- **Work request**
Extract, unchanged, each line of the listing below from its first line through the line that contains "What data does the screen", inclusive, and nothing else.
Content starts
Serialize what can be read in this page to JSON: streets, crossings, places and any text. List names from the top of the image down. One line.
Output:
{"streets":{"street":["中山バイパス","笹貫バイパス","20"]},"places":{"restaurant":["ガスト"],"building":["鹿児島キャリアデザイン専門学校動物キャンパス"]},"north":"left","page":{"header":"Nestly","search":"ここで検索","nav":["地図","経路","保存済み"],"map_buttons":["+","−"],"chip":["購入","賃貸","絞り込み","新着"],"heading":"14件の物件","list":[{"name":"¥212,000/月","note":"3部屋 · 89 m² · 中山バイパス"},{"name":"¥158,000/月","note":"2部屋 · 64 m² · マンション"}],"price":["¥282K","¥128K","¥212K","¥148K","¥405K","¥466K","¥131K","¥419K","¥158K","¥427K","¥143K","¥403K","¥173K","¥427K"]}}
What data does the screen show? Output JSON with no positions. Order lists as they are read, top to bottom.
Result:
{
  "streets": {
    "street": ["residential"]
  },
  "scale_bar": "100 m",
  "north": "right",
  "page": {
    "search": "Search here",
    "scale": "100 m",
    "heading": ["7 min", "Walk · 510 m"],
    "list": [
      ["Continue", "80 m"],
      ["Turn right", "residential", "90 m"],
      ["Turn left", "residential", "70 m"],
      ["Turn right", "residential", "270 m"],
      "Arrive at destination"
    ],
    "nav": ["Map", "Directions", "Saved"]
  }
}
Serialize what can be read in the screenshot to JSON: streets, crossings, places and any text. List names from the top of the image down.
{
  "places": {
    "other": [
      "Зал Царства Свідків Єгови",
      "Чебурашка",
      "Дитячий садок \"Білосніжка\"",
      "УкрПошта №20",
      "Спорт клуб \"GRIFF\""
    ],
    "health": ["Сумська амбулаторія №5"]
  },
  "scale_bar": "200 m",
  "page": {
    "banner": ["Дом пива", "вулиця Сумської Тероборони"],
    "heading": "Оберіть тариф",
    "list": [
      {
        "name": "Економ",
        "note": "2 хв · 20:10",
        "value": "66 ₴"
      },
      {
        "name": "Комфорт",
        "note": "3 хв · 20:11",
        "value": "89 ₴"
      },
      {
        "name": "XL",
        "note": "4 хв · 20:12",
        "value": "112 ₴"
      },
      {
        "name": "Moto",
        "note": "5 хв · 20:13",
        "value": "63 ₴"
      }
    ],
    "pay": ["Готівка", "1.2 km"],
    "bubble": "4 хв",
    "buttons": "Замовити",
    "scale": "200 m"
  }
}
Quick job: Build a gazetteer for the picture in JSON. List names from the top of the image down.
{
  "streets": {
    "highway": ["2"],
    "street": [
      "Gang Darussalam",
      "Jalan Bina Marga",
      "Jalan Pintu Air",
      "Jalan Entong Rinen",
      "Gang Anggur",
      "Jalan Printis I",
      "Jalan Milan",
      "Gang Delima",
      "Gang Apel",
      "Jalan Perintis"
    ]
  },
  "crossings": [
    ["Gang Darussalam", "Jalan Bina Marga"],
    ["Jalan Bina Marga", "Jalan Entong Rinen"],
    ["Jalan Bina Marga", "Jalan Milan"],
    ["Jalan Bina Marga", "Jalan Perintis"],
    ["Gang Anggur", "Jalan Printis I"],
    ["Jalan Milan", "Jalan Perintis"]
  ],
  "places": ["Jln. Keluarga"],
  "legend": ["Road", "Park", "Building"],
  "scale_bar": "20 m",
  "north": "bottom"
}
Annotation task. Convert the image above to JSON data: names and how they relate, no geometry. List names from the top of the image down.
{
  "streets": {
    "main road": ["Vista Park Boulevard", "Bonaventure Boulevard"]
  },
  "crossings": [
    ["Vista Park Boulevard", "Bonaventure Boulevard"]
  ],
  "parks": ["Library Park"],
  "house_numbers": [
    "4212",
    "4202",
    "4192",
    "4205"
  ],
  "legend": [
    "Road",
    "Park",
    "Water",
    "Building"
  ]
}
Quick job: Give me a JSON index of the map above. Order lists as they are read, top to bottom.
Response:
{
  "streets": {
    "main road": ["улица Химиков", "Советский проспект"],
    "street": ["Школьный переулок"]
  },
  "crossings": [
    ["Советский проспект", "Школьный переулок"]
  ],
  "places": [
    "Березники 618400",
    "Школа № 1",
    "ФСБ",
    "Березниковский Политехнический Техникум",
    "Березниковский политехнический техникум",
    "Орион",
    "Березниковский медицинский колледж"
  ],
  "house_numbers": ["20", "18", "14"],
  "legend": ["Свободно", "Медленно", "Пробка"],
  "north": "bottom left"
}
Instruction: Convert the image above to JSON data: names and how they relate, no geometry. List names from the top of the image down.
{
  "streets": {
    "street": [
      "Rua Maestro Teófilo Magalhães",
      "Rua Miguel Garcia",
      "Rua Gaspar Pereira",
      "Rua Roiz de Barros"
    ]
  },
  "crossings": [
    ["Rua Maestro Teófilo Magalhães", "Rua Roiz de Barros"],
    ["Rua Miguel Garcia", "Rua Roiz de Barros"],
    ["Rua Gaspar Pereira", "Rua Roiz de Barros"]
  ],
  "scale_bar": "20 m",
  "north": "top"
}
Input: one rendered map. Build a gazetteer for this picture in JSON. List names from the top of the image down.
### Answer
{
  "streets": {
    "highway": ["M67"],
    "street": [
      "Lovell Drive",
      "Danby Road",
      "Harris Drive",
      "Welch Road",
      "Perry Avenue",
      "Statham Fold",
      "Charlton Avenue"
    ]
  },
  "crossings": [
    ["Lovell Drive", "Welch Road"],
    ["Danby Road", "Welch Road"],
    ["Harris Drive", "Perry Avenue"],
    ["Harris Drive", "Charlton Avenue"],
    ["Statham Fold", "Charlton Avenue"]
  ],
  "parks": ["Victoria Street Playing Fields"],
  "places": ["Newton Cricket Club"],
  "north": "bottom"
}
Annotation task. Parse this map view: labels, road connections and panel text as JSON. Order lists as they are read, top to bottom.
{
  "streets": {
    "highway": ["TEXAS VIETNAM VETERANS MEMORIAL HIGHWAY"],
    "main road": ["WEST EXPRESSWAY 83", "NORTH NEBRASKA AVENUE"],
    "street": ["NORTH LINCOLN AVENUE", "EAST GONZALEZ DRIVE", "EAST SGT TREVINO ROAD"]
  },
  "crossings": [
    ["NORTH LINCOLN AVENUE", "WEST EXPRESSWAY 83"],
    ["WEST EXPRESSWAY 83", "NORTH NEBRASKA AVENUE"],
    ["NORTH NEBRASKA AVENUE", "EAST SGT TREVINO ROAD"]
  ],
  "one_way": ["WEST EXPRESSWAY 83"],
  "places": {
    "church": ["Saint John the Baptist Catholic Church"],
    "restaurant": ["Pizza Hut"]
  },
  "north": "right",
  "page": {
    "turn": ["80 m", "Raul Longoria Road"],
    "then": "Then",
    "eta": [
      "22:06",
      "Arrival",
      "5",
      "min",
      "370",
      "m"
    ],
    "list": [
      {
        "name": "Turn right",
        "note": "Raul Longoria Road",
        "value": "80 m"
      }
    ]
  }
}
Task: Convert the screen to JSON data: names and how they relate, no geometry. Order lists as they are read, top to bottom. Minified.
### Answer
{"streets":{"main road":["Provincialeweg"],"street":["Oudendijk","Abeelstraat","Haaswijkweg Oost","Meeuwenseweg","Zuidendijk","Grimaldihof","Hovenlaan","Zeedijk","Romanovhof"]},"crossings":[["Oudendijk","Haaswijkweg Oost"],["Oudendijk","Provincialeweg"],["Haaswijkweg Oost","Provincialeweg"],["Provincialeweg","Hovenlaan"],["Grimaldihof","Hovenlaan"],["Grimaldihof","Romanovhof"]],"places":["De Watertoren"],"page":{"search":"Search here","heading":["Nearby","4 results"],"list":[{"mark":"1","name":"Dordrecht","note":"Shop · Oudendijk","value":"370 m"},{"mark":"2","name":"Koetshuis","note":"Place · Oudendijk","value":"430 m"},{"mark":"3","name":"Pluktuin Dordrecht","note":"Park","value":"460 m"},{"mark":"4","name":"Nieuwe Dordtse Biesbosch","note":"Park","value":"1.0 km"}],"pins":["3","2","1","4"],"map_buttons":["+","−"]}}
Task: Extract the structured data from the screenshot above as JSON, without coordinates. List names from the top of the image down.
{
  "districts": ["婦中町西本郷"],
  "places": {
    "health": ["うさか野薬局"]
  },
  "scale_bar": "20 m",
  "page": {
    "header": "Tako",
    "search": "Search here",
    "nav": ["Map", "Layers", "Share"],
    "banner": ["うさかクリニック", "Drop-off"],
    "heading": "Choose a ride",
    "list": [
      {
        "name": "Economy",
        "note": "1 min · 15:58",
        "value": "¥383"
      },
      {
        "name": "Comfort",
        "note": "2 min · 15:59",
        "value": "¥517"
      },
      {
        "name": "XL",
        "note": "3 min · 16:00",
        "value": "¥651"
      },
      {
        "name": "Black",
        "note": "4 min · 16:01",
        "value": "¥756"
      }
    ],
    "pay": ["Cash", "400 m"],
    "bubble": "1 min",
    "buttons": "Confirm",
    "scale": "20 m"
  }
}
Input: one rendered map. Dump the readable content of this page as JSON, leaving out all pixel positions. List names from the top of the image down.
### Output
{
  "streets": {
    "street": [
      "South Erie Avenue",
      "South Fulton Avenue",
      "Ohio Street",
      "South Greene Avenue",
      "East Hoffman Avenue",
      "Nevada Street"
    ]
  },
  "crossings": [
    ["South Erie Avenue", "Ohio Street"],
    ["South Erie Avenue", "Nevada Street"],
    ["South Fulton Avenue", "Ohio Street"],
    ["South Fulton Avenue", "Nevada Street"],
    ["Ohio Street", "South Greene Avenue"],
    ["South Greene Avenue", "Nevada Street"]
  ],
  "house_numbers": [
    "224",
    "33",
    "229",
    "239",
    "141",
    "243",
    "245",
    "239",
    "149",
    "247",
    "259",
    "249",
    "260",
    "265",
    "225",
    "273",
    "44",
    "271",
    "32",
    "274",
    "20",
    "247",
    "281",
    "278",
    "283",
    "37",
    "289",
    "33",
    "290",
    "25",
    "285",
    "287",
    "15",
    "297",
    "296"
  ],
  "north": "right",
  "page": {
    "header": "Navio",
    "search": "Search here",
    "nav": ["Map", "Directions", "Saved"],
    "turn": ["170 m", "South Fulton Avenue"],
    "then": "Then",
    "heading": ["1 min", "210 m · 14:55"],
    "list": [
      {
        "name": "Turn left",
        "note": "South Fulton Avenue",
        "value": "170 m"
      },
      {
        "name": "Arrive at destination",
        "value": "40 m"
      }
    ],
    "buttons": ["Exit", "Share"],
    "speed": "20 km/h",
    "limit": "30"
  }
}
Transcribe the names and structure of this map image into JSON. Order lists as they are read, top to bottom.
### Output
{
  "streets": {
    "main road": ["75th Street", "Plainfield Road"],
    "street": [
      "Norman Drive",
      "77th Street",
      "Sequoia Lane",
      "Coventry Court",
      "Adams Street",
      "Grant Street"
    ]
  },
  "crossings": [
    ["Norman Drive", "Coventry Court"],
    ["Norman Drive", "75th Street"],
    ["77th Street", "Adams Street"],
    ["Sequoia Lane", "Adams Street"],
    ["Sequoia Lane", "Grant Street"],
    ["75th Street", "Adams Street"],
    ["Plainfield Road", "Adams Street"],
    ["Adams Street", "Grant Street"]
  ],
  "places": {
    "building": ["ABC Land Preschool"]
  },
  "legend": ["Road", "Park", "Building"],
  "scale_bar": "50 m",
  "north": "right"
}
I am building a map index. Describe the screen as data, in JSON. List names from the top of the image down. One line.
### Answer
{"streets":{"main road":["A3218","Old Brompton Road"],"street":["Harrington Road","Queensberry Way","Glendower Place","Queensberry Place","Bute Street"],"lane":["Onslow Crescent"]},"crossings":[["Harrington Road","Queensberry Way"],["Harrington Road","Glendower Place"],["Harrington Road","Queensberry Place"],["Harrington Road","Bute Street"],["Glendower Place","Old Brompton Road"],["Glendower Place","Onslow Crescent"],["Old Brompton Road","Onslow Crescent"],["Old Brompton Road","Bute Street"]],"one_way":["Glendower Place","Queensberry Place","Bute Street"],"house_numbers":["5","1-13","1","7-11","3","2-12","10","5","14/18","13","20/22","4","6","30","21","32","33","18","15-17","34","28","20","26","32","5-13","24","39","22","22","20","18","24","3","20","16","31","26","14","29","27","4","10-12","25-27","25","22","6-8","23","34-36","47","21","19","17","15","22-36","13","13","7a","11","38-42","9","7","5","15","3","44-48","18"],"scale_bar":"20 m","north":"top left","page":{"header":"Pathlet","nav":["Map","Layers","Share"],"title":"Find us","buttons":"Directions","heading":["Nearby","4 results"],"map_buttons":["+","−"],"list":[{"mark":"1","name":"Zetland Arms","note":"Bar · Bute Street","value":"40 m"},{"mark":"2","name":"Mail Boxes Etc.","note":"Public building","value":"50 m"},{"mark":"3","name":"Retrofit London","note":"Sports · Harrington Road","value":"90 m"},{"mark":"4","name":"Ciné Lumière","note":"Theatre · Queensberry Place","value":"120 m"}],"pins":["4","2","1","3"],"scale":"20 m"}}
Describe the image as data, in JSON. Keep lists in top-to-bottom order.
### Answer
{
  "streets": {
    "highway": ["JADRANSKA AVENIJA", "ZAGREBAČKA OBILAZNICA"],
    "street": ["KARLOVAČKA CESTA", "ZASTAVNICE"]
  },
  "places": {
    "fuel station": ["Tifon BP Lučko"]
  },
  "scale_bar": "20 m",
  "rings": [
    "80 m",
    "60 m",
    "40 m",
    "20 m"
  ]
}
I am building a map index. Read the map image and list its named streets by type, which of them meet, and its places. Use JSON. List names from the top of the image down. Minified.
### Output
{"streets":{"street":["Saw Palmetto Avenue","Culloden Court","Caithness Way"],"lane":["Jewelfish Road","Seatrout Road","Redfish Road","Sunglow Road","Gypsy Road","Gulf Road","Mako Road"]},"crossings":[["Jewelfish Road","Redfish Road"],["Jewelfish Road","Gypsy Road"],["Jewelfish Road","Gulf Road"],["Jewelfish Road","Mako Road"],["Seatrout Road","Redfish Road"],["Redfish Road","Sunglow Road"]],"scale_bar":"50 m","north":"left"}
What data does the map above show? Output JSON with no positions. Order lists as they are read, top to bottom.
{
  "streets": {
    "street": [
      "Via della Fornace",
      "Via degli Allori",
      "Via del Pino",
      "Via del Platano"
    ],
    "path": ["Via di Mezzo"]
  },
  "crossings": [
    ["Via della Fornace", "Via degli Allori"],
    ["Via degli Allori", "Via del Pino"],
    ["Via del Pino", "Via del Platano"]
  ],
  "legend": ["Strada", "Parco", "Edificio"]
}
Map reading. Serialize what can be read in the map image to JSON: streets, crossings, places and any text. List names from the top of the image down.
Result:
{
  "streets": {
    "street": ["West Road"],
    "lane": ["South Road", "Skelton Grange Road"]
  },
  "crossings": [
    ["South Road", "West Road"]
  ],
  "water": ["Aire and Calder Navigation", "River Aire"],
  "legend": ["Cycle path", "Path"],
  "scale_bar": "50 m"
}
Content ends
- **Answer**
Serialize what can be read in this page to JSON: streets, crossings, places and any text. List names from the top of the image down. One line.
Output:
{"streets":{"street":["中山バイパス","笹貫バイパス","20"]},"places":{"restaurant":["ガスト"],"building":["鹿児島キャリアデザイン専門学校動物キャンパス"]},"north":"left","page":{"header":"Nestly","search":"ここで検索","nav":["地図","経路","保存済み"],"map_buttons":["+","−"],"chip":["購入","賃貸","絞り込み","新着"],"heading":"14件の物件","list":[{"name":"¥212,000/月","note":"3部屋 · 89 m² · 中山バイパス"},{"name":"¥158,000/月","note":"2部屋 · 64 m² · マンション"}],"price":["¥282K","¥128K","¥212K","¥148K","¥405K","¥466K","¥131K","¥419K","¥158K","¥427K","¥143K","¥403K","¥173K","¥427K"]}}
What data does the screen show? Output JSON with no positions. Order lists as they are read, top to bottom.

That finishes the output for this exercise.